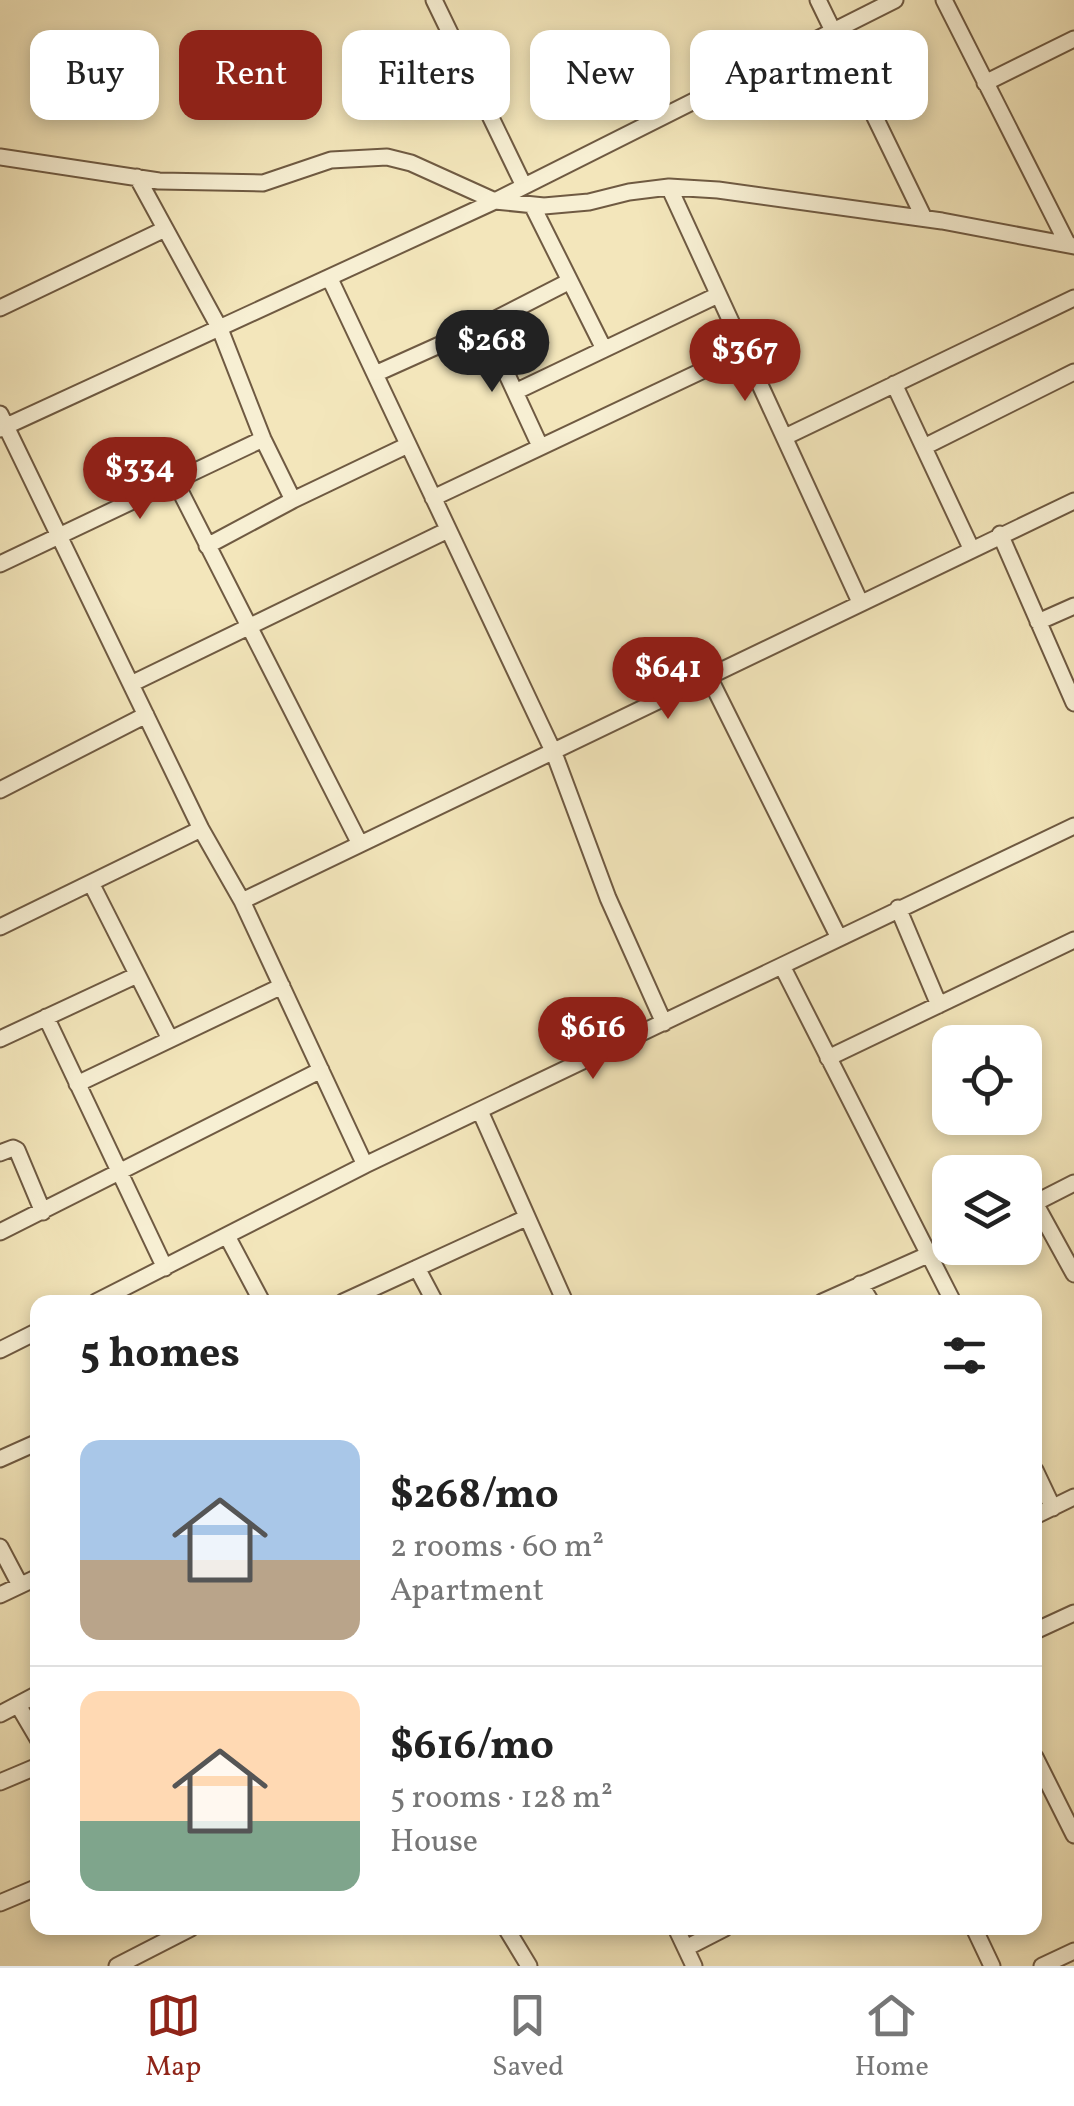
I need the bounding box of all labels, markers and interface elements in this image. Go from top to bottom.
chip: Buy [30,30,159,120]
chip: Rent [179,30,322,120]
chip: Filters [342,30,510,120]
chip: New [530,30,670,120]
chip: Apartment [690,30,928,120]
pin: $268 [433,310,551,395]
pin: $367 [686,319,804,404]
text: $268 [457,320,527,364]
text: $367 [711,329,779,373]
pin: $334 [81,437,199,522]
text: $334 [105,447,175,491]
pin: $641 [609,637,727,722]
text: $641 [634,647,702,691]
pin: $616 [534,997,652,1082]
text: $616 [560,1007,626,1051]
map controls [932,1025,1042,1265]
button: locate [932,1025,1042,1135]
button: layers [932,1155,1042,1265]
text: 5 homes [80,1326,240,1385]
icon: filters [937,1328,992,1383]
text: $268/mo [390,1467,559,1526]
icon: home [160,1480,280,1600]
text: 2 rooms · 60 m² [390,1526,604,1570]
text: Apartment [390,1570,544,1614]
text: $616/mo [390,1718,554,1777]
icon: home [160,1731,280,1851]
text: 5 rooms · 128 m² [390,1777,613,1821]
text: House [390,1821,478,1865]
tab: Map [145,1988,201,2087]
tab: Saved [492,1988,564,2087]
tab: Home [855,1988,929,2087]

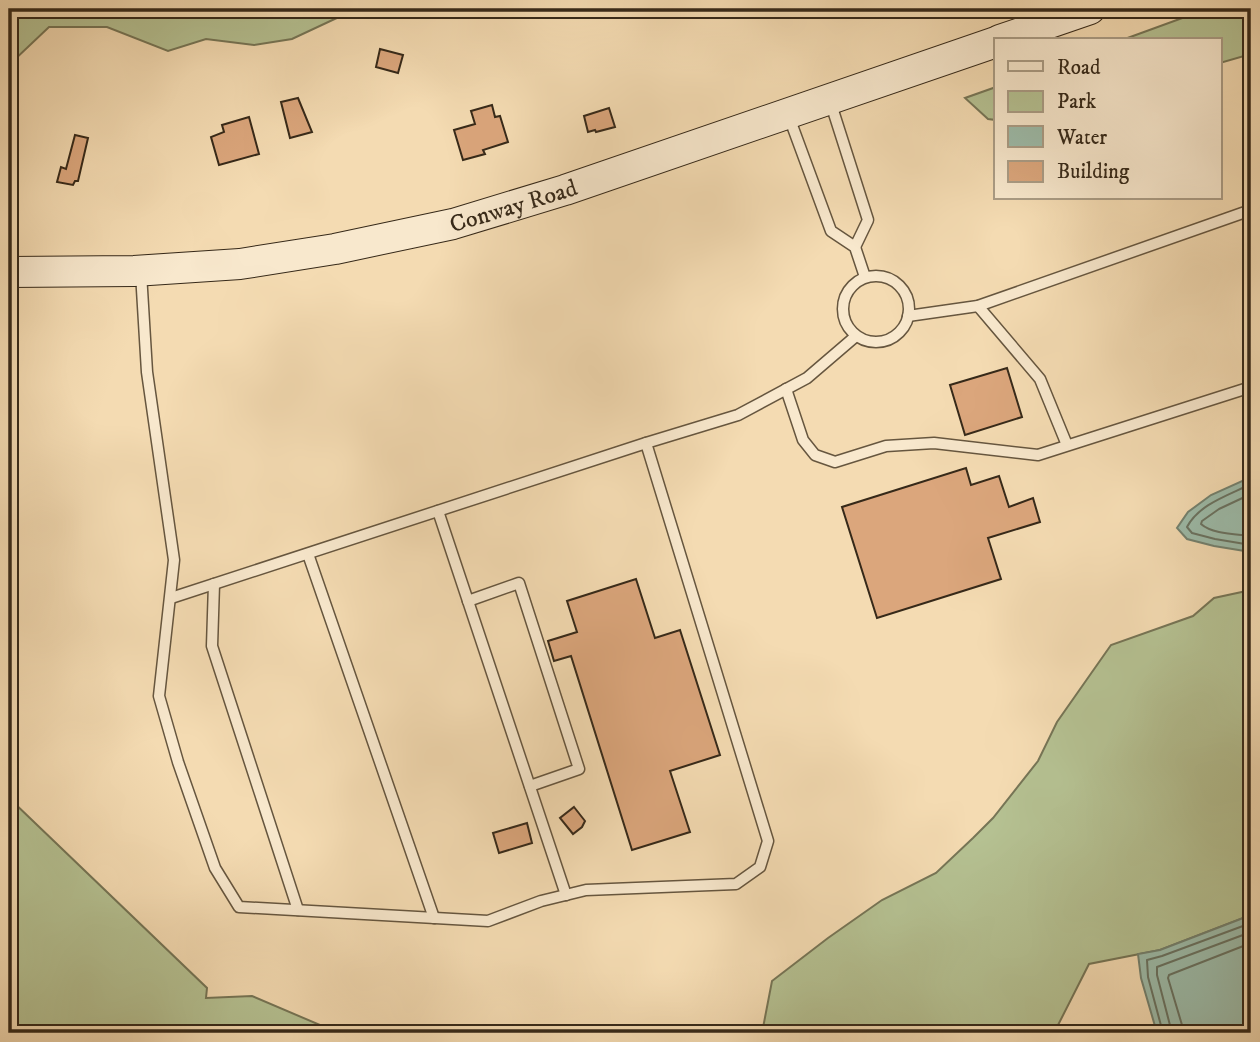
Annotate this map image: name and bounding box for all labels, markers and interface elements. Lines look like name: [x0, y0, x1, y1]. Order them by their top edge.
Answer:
legend: [994, 38, 1222, 200]
text: Road: [1057, 55, 1101, 81]
text: Park: [1057, 89, 1097, 115]
text: Water: [1056, 125, 1107, 151]
text: Building: [1057, 159, 1130, 185]
street label: Conway Road: [446, 173, 581, 240]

- - - - -

### [How to complete this task]
Make a word-for-word copy of the entries, without any pictures.

### [Exercise output]
I need the bounding box of all labels, markers and interface elements in this image. Go from top to bottom.
chip: Buy [30,30,159,120]
chip: Rent [179,30,322,120]
chip: Filters [342,30,510,120]
chip: New [530,30,670,120]
chip: Apartment [690,30,928,120]
pin: $268 [433,310,551,395]
pin: $367 [686,319,804,404]
text: $268 [457,320,527,364]
text: $367 [711,329,779,373]
pin: $334 [81,437,199,522]
text: $334 [105,447,175,491]
pin: $641 [609,637,727,722]
text: $641 [634,647,702,691]
pin: $616 [534,997,652,1082]
text: $616 [560,1007,626,1051]
map controls [932,1025,1042,1265]
button: locate [932,1025,1042,1135]
button: layers [932,1155,1042,1265]
text: 5 homes [80,1326,240,1385]
icon: filters [937,1328,992,1383]
text: $268/mo [390,1467,559,1526]
icon: home [160,1480,280,1600]
text: 2 rooms · 60 m² [390,1526,604,1570]
text: Apartment [390,1570,544,1614]
text: $616/mo [390,1718,554,1777]
icon: home [160,1731,280,1851]
text: 5 rooms · 128 m² [390,1777,613,1821]
text: House [390,1821,478,1865]
tab: Map [145,1988,201,2087]
tab: Saved [492,1988,564,2087]
tab: Home [855,1988,929,2087]

Annotate this map image: name and bounding box for all labels, markers and interface elements. Lines look like name: [x0, y0, x1, y1]. Order them by their top edge.
Answer:
legend: [994, 38, 1222, 200]
text: Road: [1057, 55, 1101, 81]
text: Park: [1057, 89, 1097, 115]
text: Water: [1056, 125, 1107, 151]
text: Building: [1057, 159, 1130, 185]
street label: Conway Road: [446, 173, 581, 240]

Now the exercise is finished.